The US delegation was headed by Jared Kushner, son-in-law and advisor to President Donald Trump who was keen to see the Gulf Cooperation Council (GCC) summit convene and conclude the reconciliation, if only formally, so that his administration could take credit for this development before his departure from the White House on 20 January. Some reports in the US media referred to this as a “tidying up of the desk”.
Saudi Arabia, the UAE, Bahrain, and Egypt had listed 13 conditions for ending their boycott of Qatar, though at the time there was no indication whether or not these conditions had to be met in advance of an ending of the boycott. There were no indicators in advance of how each Quartet member stood with respect to the need for Doha to meet them in advance. According to Egyptian sources, Cairo had lodged its conditions with Kuwait ahead of the meeting, and indicated that it would follow the Saudi lead in opening its airspace to Qatar if these conditions were met.
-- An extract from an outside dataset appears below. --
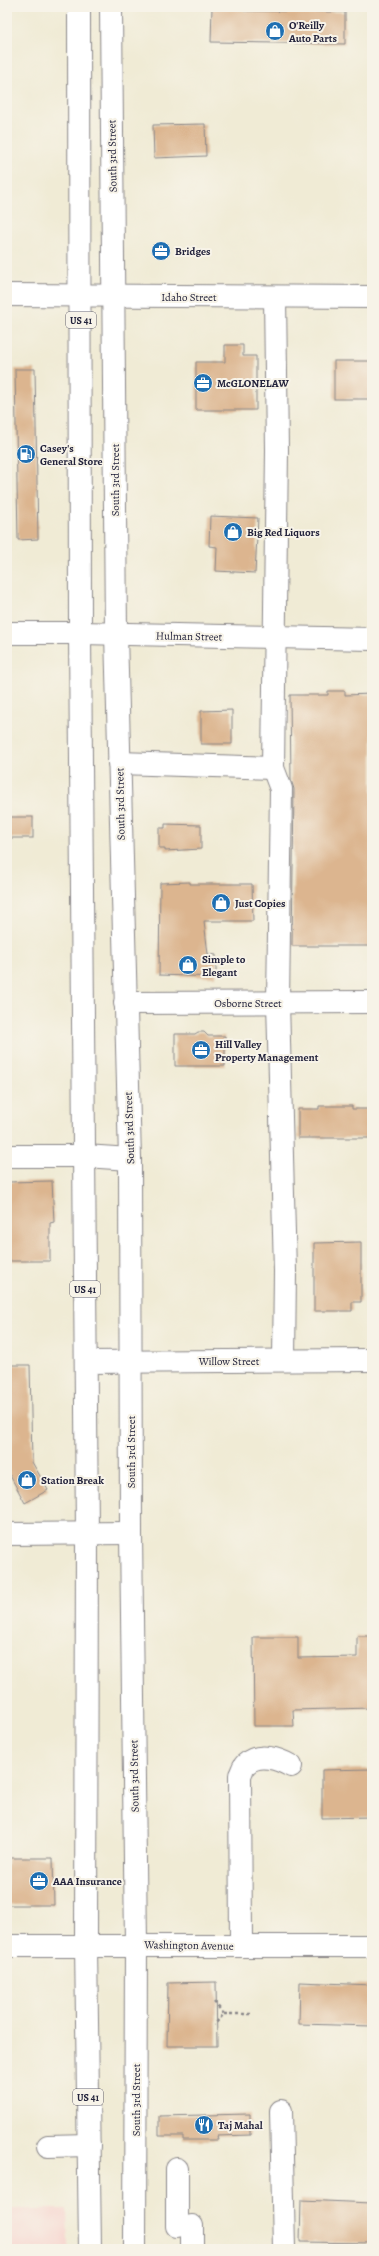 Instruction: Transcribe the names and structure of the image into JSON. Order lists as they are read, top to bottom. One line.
{"streets":{"main road":["South 3rd Street","Idaho Street","US 41","Hulman Street","Osborne Street","Willow Street","Washington Avenue"]},"crossings":[["South 3rd Street","Idaho Street"],["South 3rd Street","Hulman Street"],["South 3rd Street","Osborne Street"],["South 3rd Street","Willow Street"],["South 3rd Street","Washington Avenue"],["Idaho Street","US 41"],["US 41","Hulman Street"],["US 41","Willow Street"],["US 41","Washington Avenue"]],"places":{"shop":["O'Reilly Auto Parts","Big Red Liquors","Just Copies","Simple to Elegant","Station Break"],"office":["Bridges","McGLONELAW","Hill Valley Property Management","AAA Insurance"],"fuel station":["Casey's General Store"],"restaurant":["Taj Mahal"]}}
In this context, the reopening of Saudi airspace to Qatar on the eve of the summit spoke volumes.
Egyptian Foreign Ministry Spokesman Ahmed Hafez, in an official statement released soon after the summit commenced on Tuesday, underscored Egypt’s determination to support “sincere efforts to preserve the unity of Arab ranks and to reach a reconciliation that will reinvigorate the Arab house and create a space for constructive cooperation and the preservation of the interests of all parties”. Hafez also stressed the need for “good faith in order to achieve a genuine reconciliation that revives the special qualities of Arab relations, stimulates solidarity and the preservation of joint interests, enshrines the commitment to non-intervention in the domestic affairs of others, combats threats to the security and stability of Arab nations and peoples, and safeguards Arab national security.”
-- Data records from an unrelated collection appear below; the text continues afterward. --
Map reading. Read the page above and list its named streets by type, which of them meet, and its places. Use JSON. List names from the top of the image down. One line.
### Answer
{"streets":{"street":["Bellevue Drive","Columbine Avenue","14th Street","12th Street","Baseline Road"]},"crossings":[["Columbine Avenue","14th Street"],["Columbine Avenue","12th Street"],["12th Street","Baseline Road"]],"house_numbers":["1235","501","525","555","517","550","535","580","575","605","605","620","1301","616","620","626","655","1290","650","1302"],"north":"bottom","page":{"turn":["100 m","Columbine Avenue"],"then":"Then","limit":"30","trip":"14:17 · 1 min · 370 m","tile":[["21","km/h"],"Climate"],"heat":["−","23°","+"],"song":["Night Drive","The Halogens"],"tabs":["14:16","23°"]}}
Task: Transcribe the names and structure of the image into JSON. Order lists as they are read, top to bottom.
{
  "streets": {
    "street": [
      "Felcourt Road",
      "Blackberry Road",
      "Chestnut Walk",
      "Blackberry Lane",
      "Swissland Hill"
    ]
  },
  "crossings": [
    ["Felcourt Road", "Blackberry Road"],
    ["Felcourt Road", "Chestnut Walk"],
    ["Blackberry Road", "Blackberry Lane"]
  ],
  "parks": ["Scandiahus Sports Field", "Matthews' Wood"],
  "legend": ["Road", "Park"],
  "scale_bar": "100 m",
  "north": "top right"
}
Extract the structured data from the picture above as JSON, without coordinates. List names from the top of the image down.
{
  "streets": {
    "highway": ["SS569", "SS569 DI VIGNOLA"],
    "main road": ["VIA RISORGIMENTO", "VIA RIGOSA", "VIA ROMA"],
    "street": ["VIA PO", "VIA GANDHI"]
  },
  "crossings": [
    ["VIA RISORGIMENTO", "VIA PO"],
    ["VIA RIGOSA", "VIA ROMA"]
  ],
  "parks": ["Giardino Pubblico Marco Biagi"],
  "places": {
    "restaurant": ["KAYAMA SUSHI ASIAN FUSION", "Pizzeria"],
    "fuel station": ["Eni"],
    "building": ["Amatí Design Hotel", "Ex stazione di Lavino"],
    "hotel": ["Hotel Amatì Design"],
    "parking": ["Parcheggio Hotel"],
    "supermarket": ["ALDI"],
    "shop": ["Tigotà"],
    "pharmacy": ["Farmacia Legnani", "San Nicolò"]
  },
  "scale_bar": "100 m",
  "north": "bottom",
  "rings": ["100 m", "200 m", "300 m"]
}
Two days before the summit, Egyptian President Abdel-Fattah Al-Sisi met with Kuwaiti Foreign Minister Ahmed Al-Nasser Al-Sabah who delivered a message from Kuwaiti Emir Nawaf Al-Ahmed Al-Sabah. President Al-Sisi lauded the emir’s efforts to promote a reconciliation, a drive that had begun several years ago under his predecessor, the late emir Sabah Al-Ahmed. He also praised the part that Riyadh has played on behalf of the members of the Quartet.
The closing statement of the summit, or the Al-Ula Declaration as it has been called, noted that Egypt’s signing of the document attests to the brotherly relations that bind Egypt to the GCC countries and is consistent with a core premise of the GCC charter — coordination, cooperation, and integration between GCC states to serve the higher aims of the Arab nation. The 101st paragraph of the statement, which pertains to Egypt, stressed that the GCC supports the security and stability of Egypt and values its efforts to bolster Arab national security and peace in the region. It also expressed GCC support for Egypt in its dispute over the Grand Ethiopian Renaissance Dam project.
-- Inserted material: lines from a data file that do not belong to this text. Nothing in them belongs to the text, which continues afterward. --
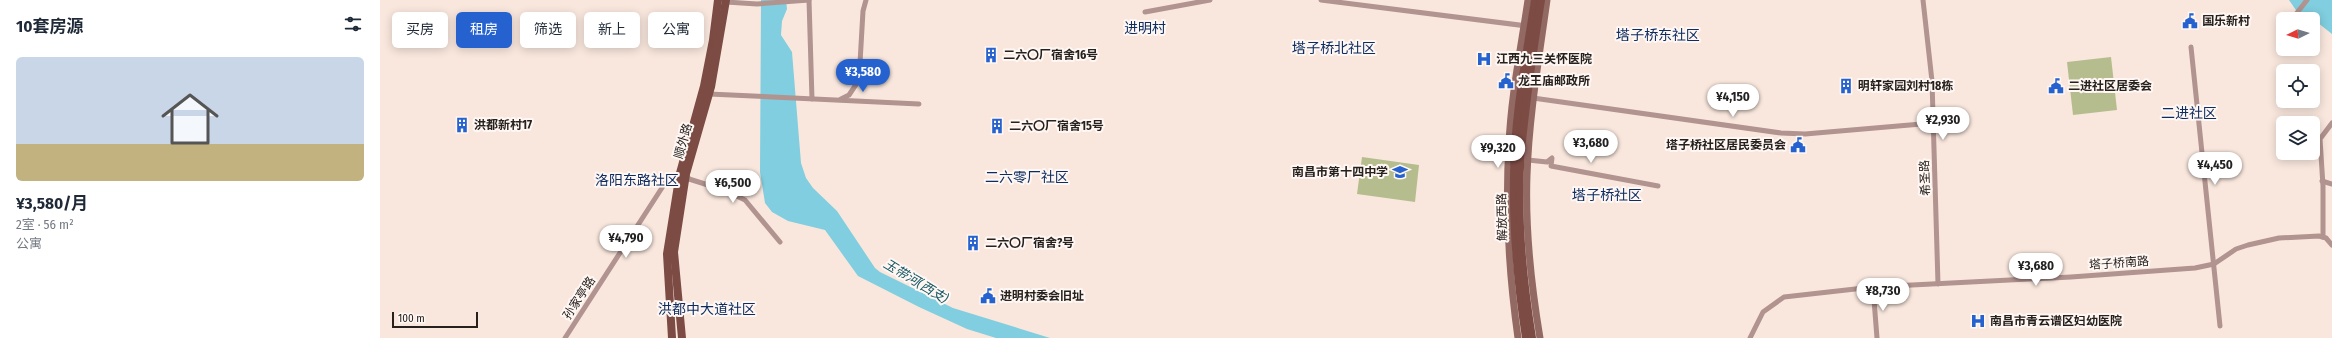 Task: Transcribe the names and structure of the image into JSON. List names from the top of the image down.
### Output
{
  "streets": {
    "main road": ["顺外路", "解放西路"],
    "street": ["希圣路", "塔子桥南路", "孙家亭路"]
  },
  "crossings": [
    ["顺外路", "孙家亭路"],
    ["希圣路", "塔子桥南路"]
  ],
  "districts": [
    "进明村",
    "塔子桥东社区",
    "塔子桥北社区",
    "二进社区",
    "二六零厂社区",
    "洛阳东路社区",
    "塔子桥社区",
    "洪都中大道社区"
  ],
  "water": ["玉带河(西支)"],
  "places": {
    "public building": [
      "国乐新村",
      "龙王庙邮政所",
      "二进社区居委会",
      "塔子桥社区居民委员会",
      "进明村委会旧址"
    ],
    "building": [
      "二六〇厂宿舍16号",
      "明轩家园刘村18栋",
      "洪都新村17",
      "二六〇厂宿舍15号",
      "二六〇厂宿舍?号"
    ],
    "hospital": ["江西九三关怀医院", "南昌市青云谱区妇幼医院"],
    "school or university": ["南昌市第十四中学"]
  },
  "scale_bar": "100 m",
  "north": "left",
  "page": {
    "heading": "10套房源",
    "chip": [
      "买房",
      "租房",
      "筛选",
      "新上",
      "公寓"
    ],
    "list": [
      {
        "name": "¥3,580/月",
        "note": "2室 · 56 m² · 公寓"
      }
    ],
    "price": [
      "¥3,580",
      "¥4,150",
      "¥2,930",
      "¥3,680",
      "¥9,320",
      "¥4,450",
      "¥6,500",
      "¥4,790",
      "¥3,680",
      "¥8,730"
    ],
    "scale": "100 m"
  }
} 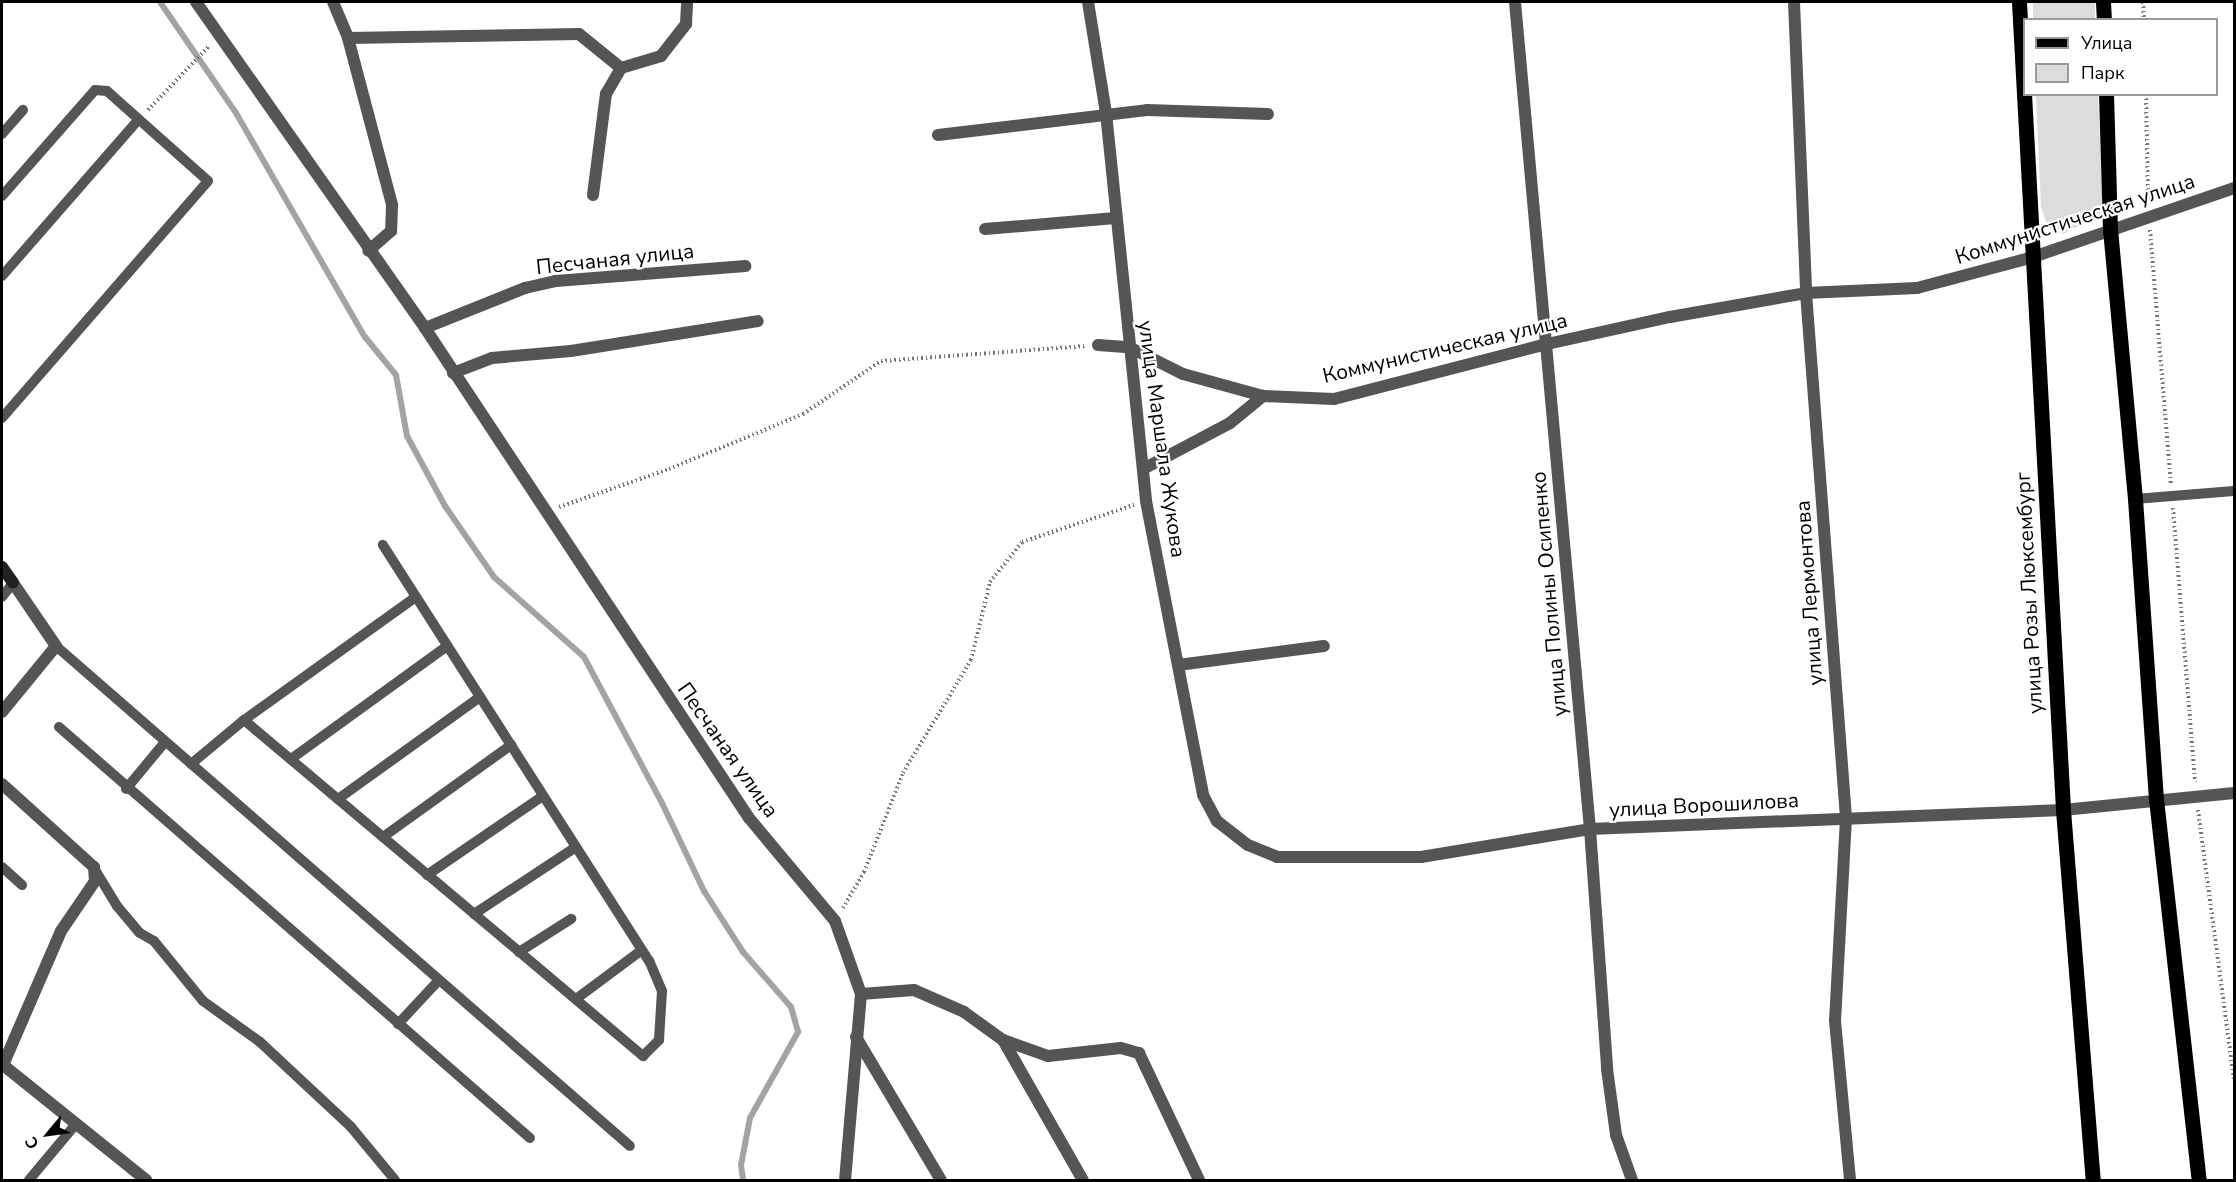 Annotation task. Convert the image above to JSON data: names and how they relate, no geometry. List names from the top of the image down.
{
  "streets": {
    "main road": ["улица Розы Люксембург"],
    "street": [
      "Коммунистическая улица",
      "Песчаная улица",
      "улица Маршала Жукова",
      "улица Лермонтова",
      "улица Полины Осипенко",
      "улица Ворошилова"
    ]
  },
  "crossings": [
    ["Коммунистическая улица", "улица Маршала Жукова"],
    ["Коммунистическая улица", "улица Лермонтова"],
    ["Коммунистическая улица", "улица Розы Люксембург"],
    ["Коммунистическая улица", "улица Полины Осипенко"],
    ["улица Маршала Жукова", "улица Ворошилова"],
    ["улица Лермонтова", "улица Ворошилова"],
    ["улица Розы Люксембург", "улица Ворошилова"],
    ["улица Полины Осипенко", "улица Ворошилова"]
  ],
  "legend": ["Улица", "Парк"],
  "north": "bottom left"
}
In a press conference after the summit, Saudi Foreign Minister Faisal bin Farhan was asked whether diplomatic relations with Qatar would resume. “Yes,” he responded. “What we agreed on was to let bygones be bygones and to restore full diplomatic relations among the [GCC] members with Egypt’s participation.”
According to sources in Cairo, Egypt views the reconciliation as an initiative in progress, its fate contingent on the degree of good faith shown in realising concrete solutions to pending concerns. Qatari-Iranian relations are a case in point. Prince Bin Salman, in his keynote address, spoke of the threat that the Iranian nuclear and missile programme poses to Gulf security and the detrimental impact of the close relationship between Tehran and Qatar on the Yemeni crisis. (US intelligence reports have revealed Doha’s role in financing the provision of spare parts for the Iranian-made drones that Houthi militias have used to strike Saudi targets).
“We are today in need of unity to counter the threats against our region represented in the Iranian regime’s nuclear programme, its ballistic missiles, and agenda of sabotage adopted by its sectarian proxies,” said Bin Salman. His words suggest that Riyadh expects a shift in Doha’s position towards Iran in the framework of the reconciliation.
Qatari incitement against Quartet members and its position on the Muslim Brotherhood are also core issues. Saudi Arabia has recently joined Egypt in banning the Muslim Brotherhood, whereas Qatar continues to fund Muslim Brotherhood media outlets in Turkey and shelter Muslim Brotherhood leaders in Doha, some of them wanted on terrorist-related charges in Egypt and in other Quartet states. According to Egyptian sources, Qatar has signalled to Kuwait that it could expel Muslim Brotherhood operatives to European capitals but not to the countries that have asked for their extradition.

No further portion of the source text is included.